C Programming - C Preprocessor - Discussion

6. 

What will be the output of the program?

#include<stdio.h>
#define PRINT(int) printf("int=%d, ", int);

int main()
{
    int x=2, y=3, z=4;   
    PRINT(x);
    PRINT(y);
    PRINT(z);
    return 0;
}

[A]. int=2, int=3, int=4
[B]. int=2, int=2, int=2
[C]. int=3, int=3, int=3
[D]. int=4, int=4, int=4

Answer: Option A

Explanation:

The macro PRINT(int) print("%d,", int); prints the given variable value in an integer format.

Step 1: int x=2, y=3, z=4; The variable x, y, z are declared as an integer type and initialized to 2, 3, 4 respectively.

Step 2: PRINT(x); becomes printf("int=%d,",x). Hence it prints 'int=2'.

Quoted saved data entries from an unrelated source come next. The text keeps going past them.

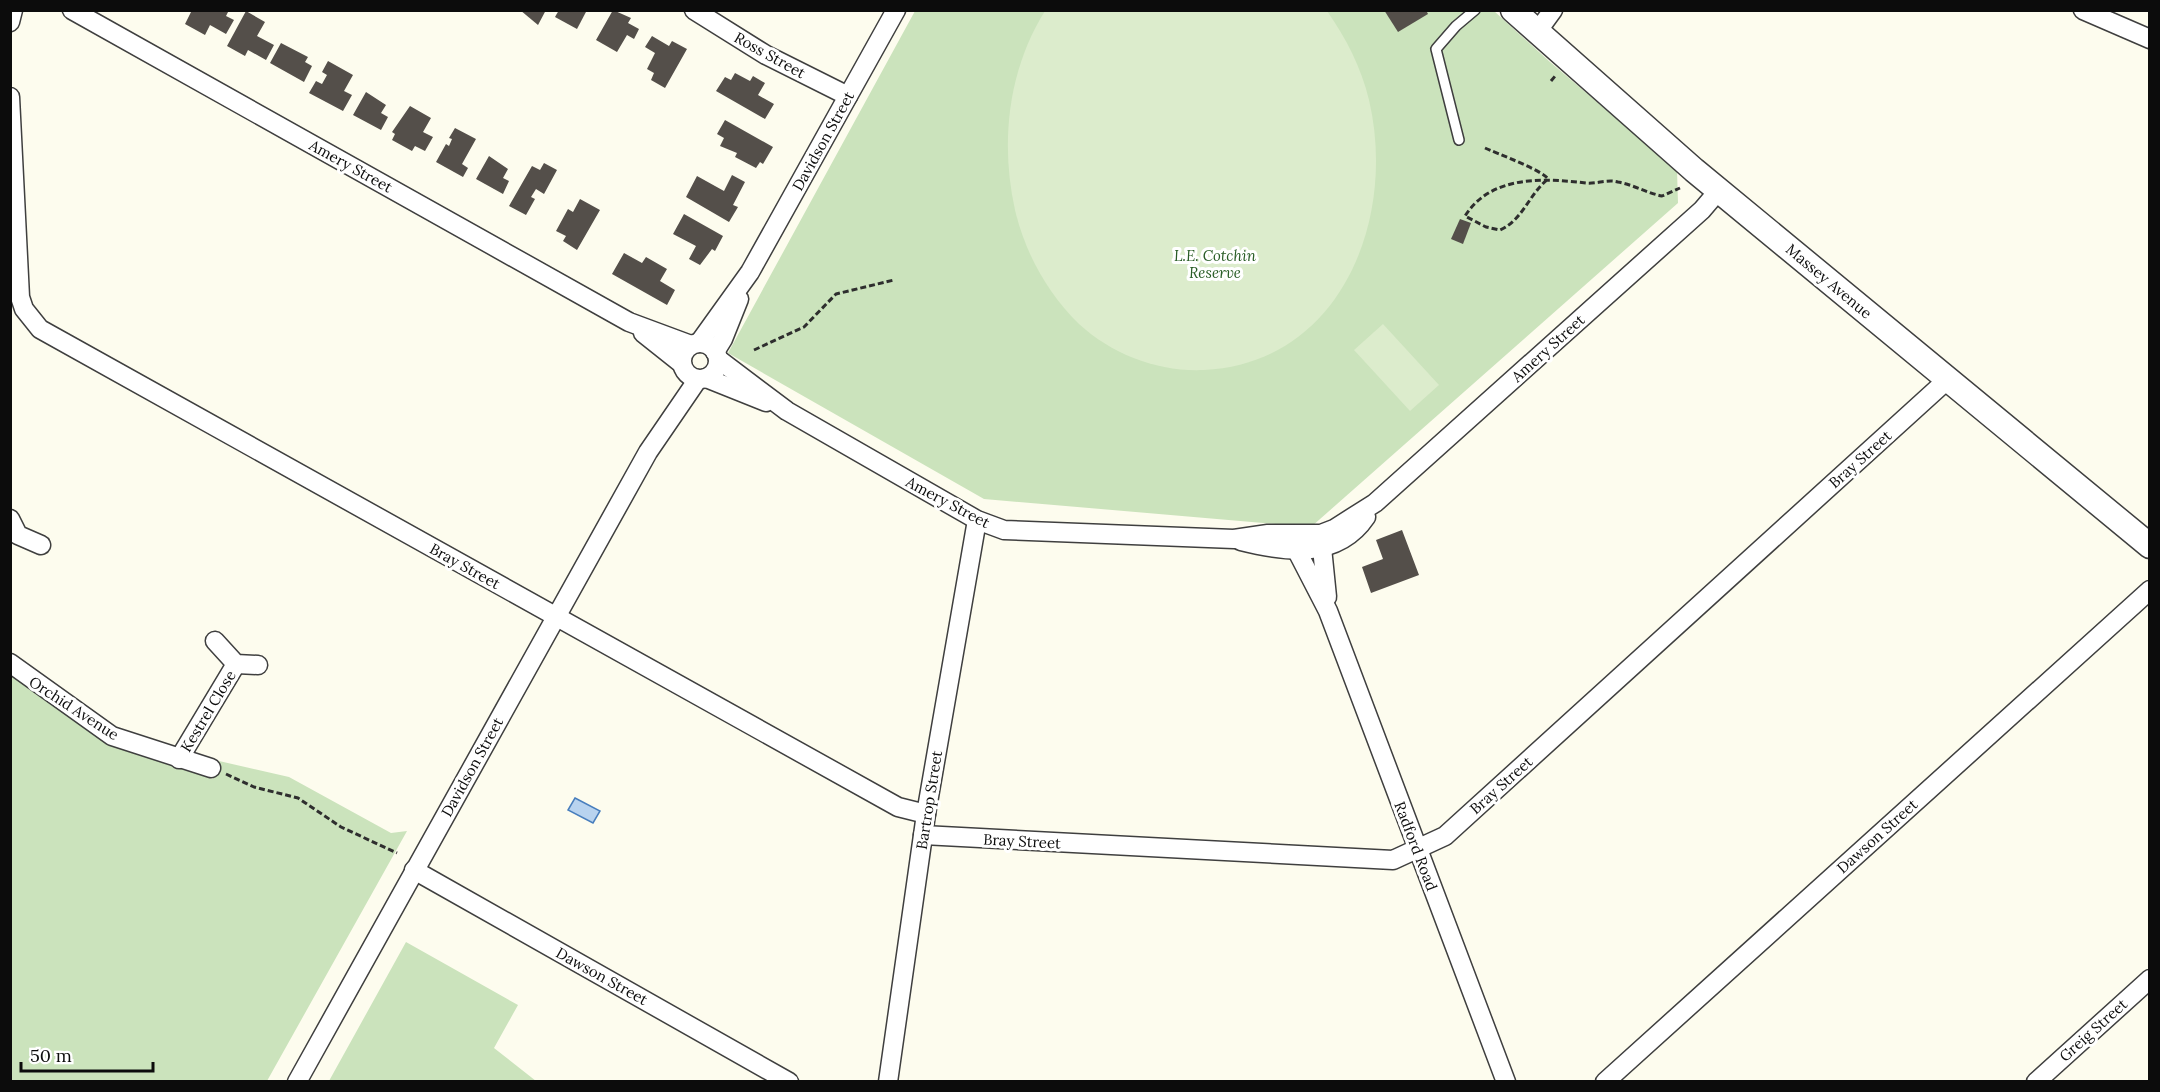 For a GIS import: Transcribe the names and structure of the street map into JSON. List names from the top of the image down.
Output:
{
  "streets": {
    "street": [
      "Ross Street",
      "Davidson Street",
      "Amery Street",
      "Massey Avenue",
      "Bray Street",
      "Orchid Avenue",
      "Kestrel Close",
      "Bartrop Street",
      "Dawson Street",
      "Radford Road",
      "Greig Street"
    ]
  },
  "crossings": [
    ["Ross Street", "Davidson Street"],
    ["Davidson Street", "Amery Street"],
    ["Davidson Street", "Bray Street"],
    ["Davidson Street", "Dawson Street"],
    ["Amery Street", "Massey Avenue"],
    ["Amery Street", "Bartrop Street"],
    ["Amery Street", "Radford Road"],
    ["Massey Avenue", "Bray Street"],
    ["Bray Street", "Bartrop Street"],
    ["Bray Street", "Radford Road"],
    ["Orchid Avenue", "Kestrel Close"]
  ],
  "parks": ["L.E. Cotchin Reserve"],
  "scale_bar": "50 m"
}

Step 3: PRINT(y); becomes printf("int=%d,",y). Hence it prints 'int=3'.

Step 4: PRINT(z); becomes printf("int=%d,",z). Hence it prints 'int=4'.

Hence the output of the program is int=2, int=3, int=4.


Yashwant Kanetkar said: (Aug 12, 2012)  
When pre-processor replaced the macro with its corresponding expansion, it only substituted the int outside double quotes, and one within quotes untouched.

Yogeshwar Singh said: (Feb 11, 2015)  
This is because the int inside the double quotes doesn't have space between 'int', '=' and '%d', so pre-processor treats 'int=%d' as a single string and that is why the int inside the quotes didn't get substituted.

Chetan said: (Apr 14, 2015)  
But as per my knowledge print returns the size of string it is printing so why the print not printing the size of strings which print is printing.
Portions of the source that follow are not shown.